======== Dataset content ========
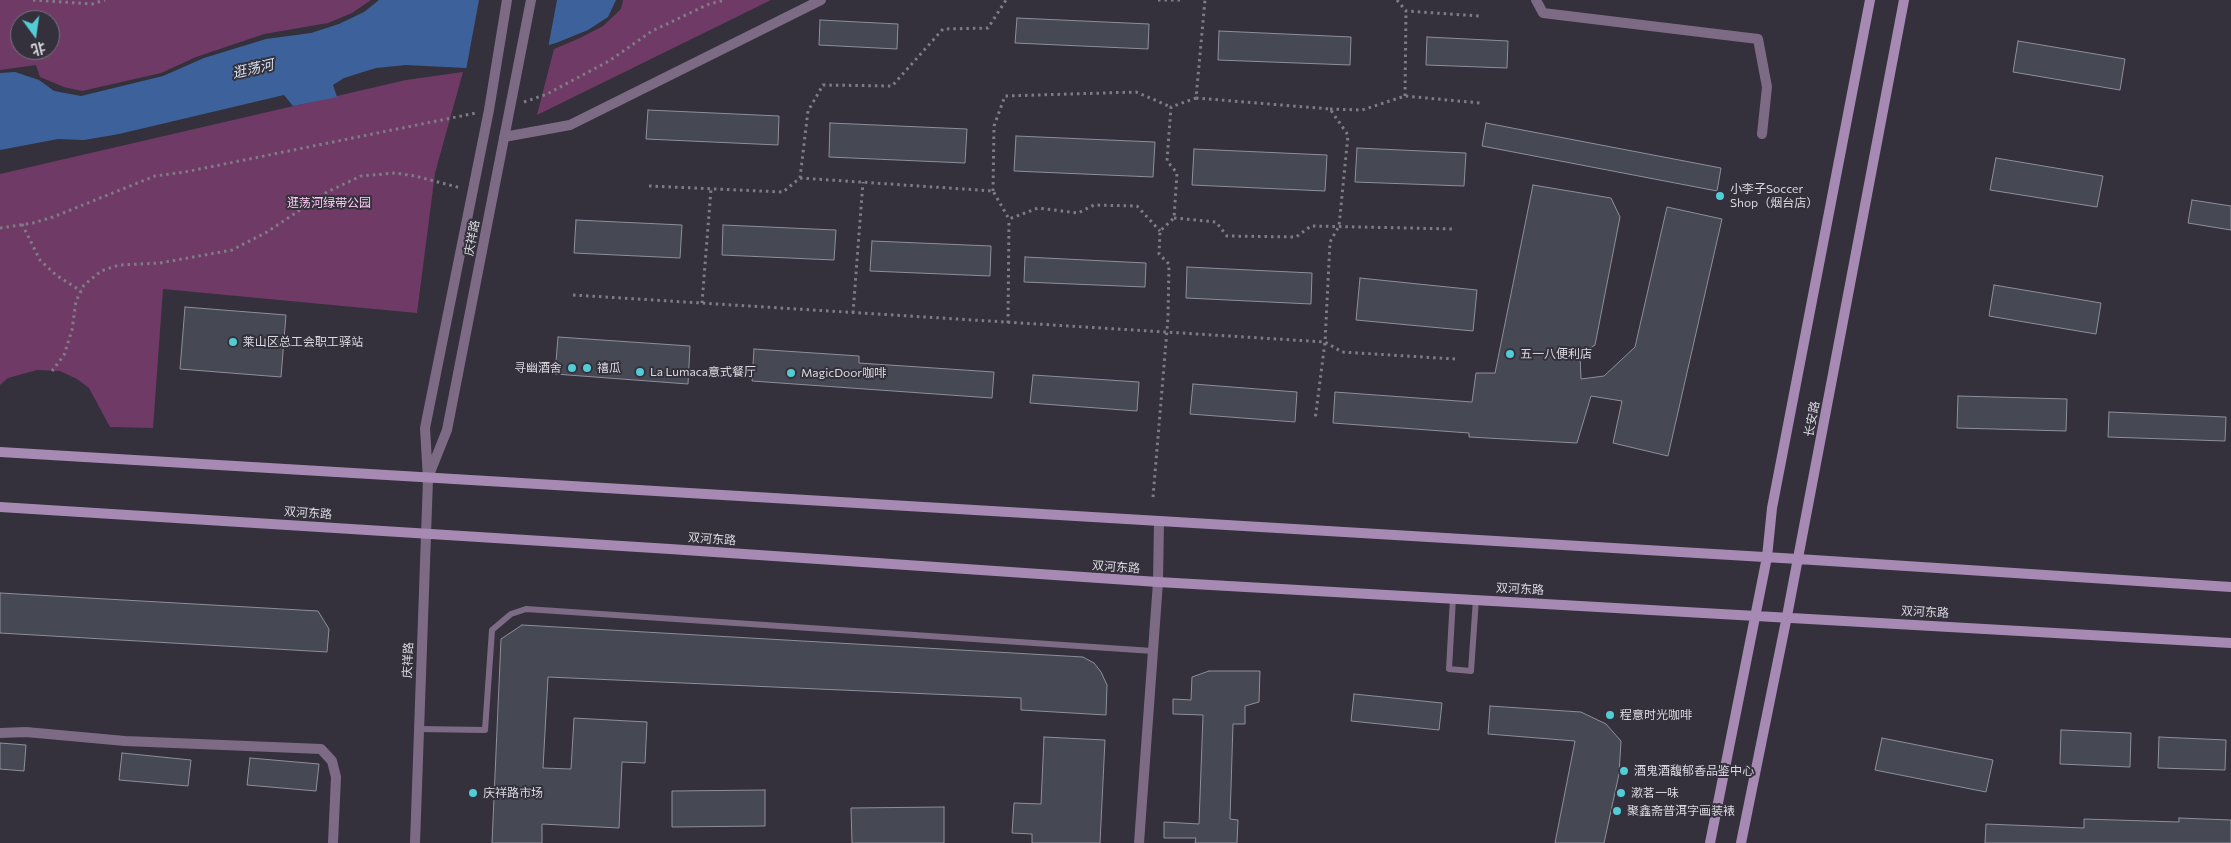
<!DOCTYPE html>
<meta charset="utf-8">
<style>
body{margin:0}
#map{position:relative;width:2231px;height:843px;overflow:hidden;background:#34313c;font-family:Commissioner,"Noto Sans SC",sans-serif}
canvas{display:block}
.north{position:absolute;left:10px;top:10px;width:50px;height:50px;box-sizing:border-box;background:#34313c;border:1px solid #76747e;border-radius:50%;rotate:166deg;font-size:14px;font-weight:700;line-height:20px;text-align:center;color:#dad9e0}
.north::after{content:'';display:block;margin:auto;width:18px;height:22px;background:#52ccd5;clip-path:polygon(50% 0,100% 100%,50% 72%,0 100%)}
</style>
<div id="map">
<canvas width="2231" height="843"></canvas>
<div class="north">北</div>
</div>
<script>
const c = document.querySelector('canvas').getContext('2d');
c.lineJoin = 'round';
function fill(path, color) { c.fillStyle = color; c.fill(path, 'evenodd'); }
const toPath = rows => new Path2D(rows.map(r => 'M' + r).join(''));
function strokePath(path, color, width, dash) { c.strokeStyle = color; c.lineWidth = width; c.lineCap = dash ? 'butt' : 'round'; c.setLineDash(dash || []); c.stroke(path); }
function label(font, color, halo, rows, align = 'center') {
  c.font = font + ' Commissioner,"Noto Sans SC",sans-serif'; c.lineWidth = 4; c.setLineDash([]); c.textBaseline = 'middle'; c.strokeStyle = halo; c.fillStyle = color; for (const [text, x, y, turn = 0] of rows) {
    c.save(); c.translate(x, y); c.rotate((+turn || 0) * Math.PI / 180); c.textAlign = isNaN(turn) ? turn : align; if (halo) c.strokeText(text, 0, 0); c.fillText(text, 0, 0); c.restore();
  }
}
fill(toPath([
 [0,0,371,0,352,13,328,23,264,34,196,57,161,73,82,91,64,87,40,77,36,65,0,70],
 [20,20,50,20,50,50,20,50],
 [623,0,771,0,537,115,554,49,580,38,603,26,621,9],
 [463,72,435,173,417,313,163,289,153,428,110,427,89,388,77,379,60,371,37,370,8,378,0,385,0,174,406,80]
]), '#6f3b66');
fill(toPath([
 [379,0,616,0,608,17,588,30,556,43,466,68,406,65,376,68,344,78,333,85,337,97,293,106,284,95,119,134,84,140,58,139,0,150,0,73,15,72,39,80,54,91,81,96,163,76,204,58,266,39,311,33,339,24,364,12]
]), '#3d629b');
fill(toPath([
 [479,0,557,0,548,48,466,70]
]), '#34313c');
const building = toPath([
 [1017,18,1149,24,1148,49,1015,43,1017,18],
 [820,20,898,24,897,49,819,45,820,20],
 [1219,31,1351,37,1350,65,1218,60,1219,31],
 [1427,37,1508,41,1507,68,1426,65,1427,37],
 [2018,41,2125,59,2120,90,2013,72,2018,41],
 [648,110,779,116,778,145,646,139,648,110],
 [830,123,967,129,965,163,829,157,830,123],
 [1486,123,1721,168,1717,191,1482,146,1486,123],
 [1016,136,1155,142,1153,177,1014,171,1016,136],
 [1357,148,1466,153,1464,186,1355,182,1357,148],
 [1194,149,1327,155,1325,191,1192,185,1194,149],
 [1996,158,2103,176,2097,207,1990,190,1996,158],
 [1533,185,1611,198,1620,217,1595,345,1580,355,1581,379,1604,376,1635,347,1667,207,1722,219,1668,456,1613,443,1622,401,1591,396,1577,443,1469,437,1469,433,1333,423,1335,392,1472,402,1476,373,1495,373,1533,185],
 [2192,200,2231,206,2231,230,2188,223,2192,200],
 [576,220,682,225,680,258,574,253,576,220],
 [723,225,836,230,834,260,722,255,723,225],
 [872,241,991,246,990,276,870,271,872,241],
 [1025,257,1146,263,1145,287,1024,282,1025,257],
 [1187,267,1312,273,1311,304,1186,298,1187,267],
 [1360,278,1477,290,1473,331,1356,320,1360,278],
 [1994,285,2101,303,2096,334,1989,316,1994,285],
 [185,307,286,315,281,377,180,369,185,307],
 [558,337,690,346,688,384,555,374,558,337],
 [754,349,859,356,859,363,994,372,992,398,752,381,754,349],
 [1033,375,1139,382,1137,411,1030,403,1033,375],
 [1193,384,1297,392,1295,422,1190,414,1193,384],
 [1958,396,2067,399,2066,431,1957,428,1958,396],
 [2109,412,2226,417,2225,441,2108,437,2109,412],
 [0,593,318,611,329,629,327,652,0,633,0,593],
 [522,625,1083,657,1094,663,1101,672,1107,685,1106,715,1021,710,1021,698,548,677,543,768,571,769,574,718,647,722,645,763,622,762,619,828,542,824,542,843,492,843,501,639,522,625],
 [1209,671,1260,671,1259,702,1245,706,1245,724,1233,724,1230,819,1238,820,1237,843,1195,843,1196,838,1164,838,1164,822,1199,824,1203,715,1173,714,1173,699,1191,700,1192,677,1209,671],
 [1354,694,1442,703,1439,730,1351,721,1354,694],
 [1490,706,1581,712,1606,724,1621,741,1619,774,1604,843,1555,843,1575,741,1488,734,1490,706],
 [2061,730,2131,733,2130,767,2060,764,2061,730],
 [1044,737,1105,740,1100,843,1032,843,1032,834,1012,833,1014,803,1041,804,1044,737],
 [2159,737,2226,740,2225,770,2158,768,2159,737],
 [1882,738,1993,760,1986,792,1875,770,1882,738],
 [0,743,26,745,24,771,0,769,0,743],
 [122,753,191,760,188,786,119,780,122,753],
 [250,758,319,764,316,791,247,785,250,758],
 [765,790,765,826,672,827,672,791,765,790],
 [944,807,944,843,852,843,851,808,944,807],
 [2179,818,2231,820,2231,843,1985,843,1986,824,2084,828,2084,819,2179,822,2179,818]
]);
fill(building, '#464853');
strokePath(building, '#8d8f9b', 1);
strokePath(toPath([
 [33,0,92,4,105,0],
 [1158,0,1180,0],
 [1397,0,1406,11,1479,16],
 [1405,96,1406,11],
 [1196,98,1330,109,1348,135,1339,226,1330,242,1325,342,1315,420],
 [524,102,547,94,609,61,652,31,709,4,725,0],
 [1330,109,1362,110,1405,96,1480,103],
 [800,178,993,191,1009,219,1038,208,1078,213,1094,205,1137,206,1160,231],
 [649,186,783,192,800,178,808,111,823,85,892,86,943,29,988,28,1006,0],
 [993,191,994,126,1005,96,1136,92,1171,107],
 [1174,218,1216,222,1227,236,1296,237,1311,226,1455,229],
 [22,224,40,260,56,275,81,291],
 [0,228,33,223,53,217,155,176,185,172,476,113],
 [573,295,1325,342,1342,352,1455,359],
 [702,303,711,189],
 [853,313,863,182],
 [1008,323,1009,219],
 [52,371,64,355,72,330,76,301,84,285,101,271,119,265,160,263,232,250,267,232,327,192,361,176,395,173,415,176,461,188],
 [1153,497,1168,318,1169,264,1159,254,1160,231,1174,218,1177,173,1167,161,1171,107,1196,98,1205,0]
]), '#7e7c85', 3, [2.5, 4]);
strokePath(toPath([
 [1453,598,1449,669,1471,671,1476,599],
 [418,729,485,730,492,630,511,614,526,609,1153,651]
]), '#7d6b86', 6);
strokePath(toPath([
 [1536,0,1543,13,1758,39,1767,87,1762,134],
 [504,137,570,125,821,0],
 [429,475,447,430,531,0],
 [0,733,26,732,125,741,321,749,332,761,336,777,333,843],
 [415,843,428,479,425,428,489,110,507,0],
 [1139,843,1158,582,1159,522]
]), '#7d6b86', 10);
strokePath(toPath([
 [0,452,1798,559,2231,587],
 [0,507,670,549,1158,582,2231,643],
 [1710,843,1767,557,1772,508,1870,0],
 [1741,843,1787,616,1904,0]
]), '#a68ab4', 10);
for (const [x, y, r, color] of [
 [1720,196,5,"#52ccd5"],
 [233,342,5,"#52ccd5"],
 [1510,354,5,"#52ccd5"],
 [572,368,5,"#52ccd5"],
 [587,368,5,"#52ccd5"],
 [640,372,5,"#52ccd5"],
 [791,373,5,"#52ccd5"],
 [1610,715,5,"#52ccd5"],
 [1624,771,5,"#52ccd5"],
 [473,793,5,"#52ccd5"],
 [1621,793,5,"#52ccd5"],
 [1617,811,5,"#52ccd5"]
]) { const dot = new Path2D(); dot.arc(x, y, r, 0, 2 * Math.PI); c.fillStyle = color; c.fill(dot); strokePath(dot, '#34313c', 2); }
label('12px', '#dad9e0', '#34313c', [
 ["小李子Soccer",1730,189],
 ["Shop（烟台店）",1730,203],
 ["莱山区总工会职工驿站",243,342],
 ["五一八便利店",1520,354],
 ["寻幽酒舍",562,368,"right"],
 ["禧瓜",597,368],
 ["La Lumaca意式餐厅",650,372],
 ["MagicDoor咖啡",801,373],
 ["程意时光咖啡",1620,715],
 ["酒鬼酒馥郁香品鉴中心",1634,771],
 ["庆祥路市场",483,793],
 ["漱茗一味",1631,793],
 ["聚鑫斋普洱字画装裱",1627,811]
], 'left');
label('12px', '#fdcaf3', '#34313c', [
 ["逛荡河绿带公园",329,203]
]);
label('12px', '#dad9e0', '#34313c', [
 ["庆祥路",472,238,-79],
 ["长安路",1812,419,-79],
 ["双河东路",308,513,4],
 ["双河东路",712,539,4],
 ["双河东路",1116,567,4],
 ["双河东路",1520,589,3],
 ["双河东路",1925,612,3],
 ["庆祥路",408,660,-88]
]);
label('italic 14px', '#d4e0f1', '#34313c', [
 ["逛荡河",253,69,-13]
]);
</script>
========
• What you need to do
Leaving every picture out, write out exactly the lines from the beginning of the listing above to the line with "c.lineJoin = 'round';", inclusive.

• Exercise solution
<!DOCTYPE html>
<meta charset="utf-8">
<style>
body{margin:0}
#map{position:relative;width:2231px;height:843px;overflow:hidden;background:#34313c;font-family:Commissioner,"Noto Sans SC",sans-serif}
canvas{display:block}
.north{position:absolute;left:10px;top:10px;width:50px;height:50px;box-sizing:border-box;background:#34313c;border:1px solid #76747e;border-radius:50%;rotate:166deg;font-size:14px;font-weight:700;line-height:20px;text-align:center;color:#dad9e0}
.north::after{content:'';display:block;margin:auto;width:18px;height:22px;background:#52ccd5;clip-path:polygon(50% 0,100% 100%,50% 72%,0 100%)}
</style>
<div id="map">
<canvas width="2231" height="843"></canvas>
<div class="north">北</div>
</div>
<script>
const c = document.querySelector('canvas').getContext('2d');
c.lineJoin = 'round';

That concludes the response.